━━ EXERCISE MATERIAL ━━

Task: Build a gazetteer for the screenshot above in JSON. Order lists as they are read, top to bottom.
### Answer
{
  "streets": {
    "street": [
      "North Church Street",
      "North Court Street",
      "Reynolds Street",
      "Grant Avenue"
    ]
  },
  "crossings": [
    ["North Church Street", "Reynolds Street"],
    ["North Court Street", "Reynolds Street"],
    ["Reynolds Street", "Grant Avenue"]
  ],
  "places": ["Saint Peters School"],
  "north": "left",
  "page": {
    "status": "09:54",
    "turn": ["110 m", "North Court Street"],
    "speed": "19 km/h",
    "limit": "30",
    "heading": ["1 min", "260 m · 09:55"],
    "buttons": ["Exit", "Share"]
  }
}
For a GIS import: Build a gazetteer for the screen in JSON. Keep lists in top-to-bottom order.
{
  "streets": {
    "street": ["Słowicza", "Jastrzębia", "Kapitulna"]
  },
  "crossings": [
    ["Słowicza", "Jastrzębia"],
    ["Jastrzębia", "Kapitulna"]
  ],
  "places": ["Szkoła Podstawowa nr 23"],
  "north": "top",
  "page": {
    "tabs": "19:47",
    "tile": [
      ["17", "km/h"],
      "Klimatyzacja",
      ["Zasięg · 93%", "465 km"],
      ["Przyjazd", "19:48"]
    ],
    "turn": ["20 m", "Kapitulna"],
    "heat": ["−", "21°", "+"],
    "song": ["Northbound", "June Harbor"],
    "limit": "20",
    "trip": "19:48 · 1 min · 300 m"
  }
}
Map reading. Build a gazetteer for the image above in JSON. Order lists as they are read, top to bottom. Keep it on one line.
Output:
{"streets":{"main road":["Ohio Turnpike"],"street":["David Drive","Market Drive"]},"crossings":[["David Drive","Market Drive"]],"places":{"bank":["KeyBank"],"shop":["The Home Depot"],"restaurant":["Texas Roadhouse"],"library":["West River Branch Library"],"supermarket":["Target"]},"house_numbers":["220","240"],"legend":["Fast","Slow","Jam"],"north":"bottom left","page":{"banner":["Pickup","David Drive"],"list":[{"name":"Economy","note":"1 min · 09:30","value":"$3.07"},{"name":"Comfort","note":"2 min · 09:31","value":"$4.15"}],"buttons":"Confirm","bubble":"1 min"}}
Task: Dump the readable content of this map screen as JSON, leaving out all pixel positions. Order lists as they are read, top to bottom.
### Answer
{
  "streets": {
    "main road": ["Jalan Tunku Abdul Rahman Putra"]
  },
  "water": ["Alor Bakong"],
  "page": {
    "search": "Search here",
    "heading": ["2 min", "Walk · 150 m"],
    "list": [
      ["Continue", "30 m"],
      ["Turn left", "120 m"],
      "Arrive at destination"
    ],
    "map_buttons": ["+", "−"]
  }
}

━━━

Print out the complete data above, character for character.

Task: Build a gazetteer for the screenshot above in JSON. Order lists as they are read, top to bottom.
### Answer
{
  "streets": {
    "street": [
      "North Church Street",
      "North Court Street",
      "Reynolds Street",
      "Grant Avenue"
    ]
  },
  "crossings": [
    ["North Church Street", "Reynolds Street"],
    ["North Court Street", "Reynolds Street"],
    ["Reynolds Street", "Grant Avenue"]
  ],
  "places": ["Saint Peters School"],
  "north": "left",
  "page": {
    "status": "09:54",
    "turn": ["110 m", "North Court Street"],
    "speed": "19 km/h",
    "limit": "30",
    "heading": ["1 min", "260 m · 09:55"],
    "buttons": ["Exit", "Share"]
  }
}
For a GIS import: Build a gazetteer for the screen in JSON. Keep lists in top-to-bottom order.
{
  "streets": {
    "street": ["Słowicza", "Jastrzębia", "Kapitulna"]
  },
  "crossings": [
    ["Słowicza", "Jastrzębia"],
    ["Jastrzębia", "Kapitulna"]
  ],
  "places": ["Szkoła Podstawowa nr 23"],
  "north": "top",
  "page": {
    "tabs": "19:47",
    "tile": [
      ["17", "km/h"],
      "Klimatyzacja",
      ["Zasięg · 93%", "465 km"],
      ["Przyjazd", "19:48"]
    ],
    "turn": ["20 m", "Kapitulna"],
    "heat": ["−", "21°", "+"],
    "song": ["Northbound", "June Harbor"],
    "limit": "20",
    "trip": "19:48 · 1 min · 300 m"
  }
}
Map reading. Build a gazetteer for the image above in JSON. Order lists as they are read, top to bottom. Keep it on one line.
Output:
{"streets":{"main road":["Ohio Turnpike"],"street":["David Drive","Market Drive"]},"crossings":[["David Drive","Market Drive"]],"places":{"bank":["KeyBank"],"shop":["The Home Depot"],"restaurant":["Texas Roadhouse"],"library":["West River Branch Library"],"supermarket":["Target"]},"house_numbers":["220","240"],"legend":["Fast","Slow","Jam"],"north":"bottom left","page":{"banner":["Pickup","David Drive"],"list":[{"name":"Economy","note":"1 min · 09:30","value":"$3.07"},{"name":"Comfort","note":"2 min · 09:31","value":"$4.15"}],"buttons":"Confirm","bubble":"1 min"}}
Task: Dump the readable content of this map screen as JSON, leaving out all pixel positions. Order lists as they are read, top to bottom.
### Answer
{
  "streets": {
    "main road": ["Jalan Tunku Abdul Rahman Putra"]
  },
  "water": ["Alor Bakong"],
  "page": {
    "search": "Search here",
    "heading": ["2 min", "Walk · 150 m"],
    "list": [
      ["Continue", "30 m"],
      ["Turn left", "120 m"],
      "Arrive at destination"
    ],
    "map_buttons": ["+", "−"]
  }
}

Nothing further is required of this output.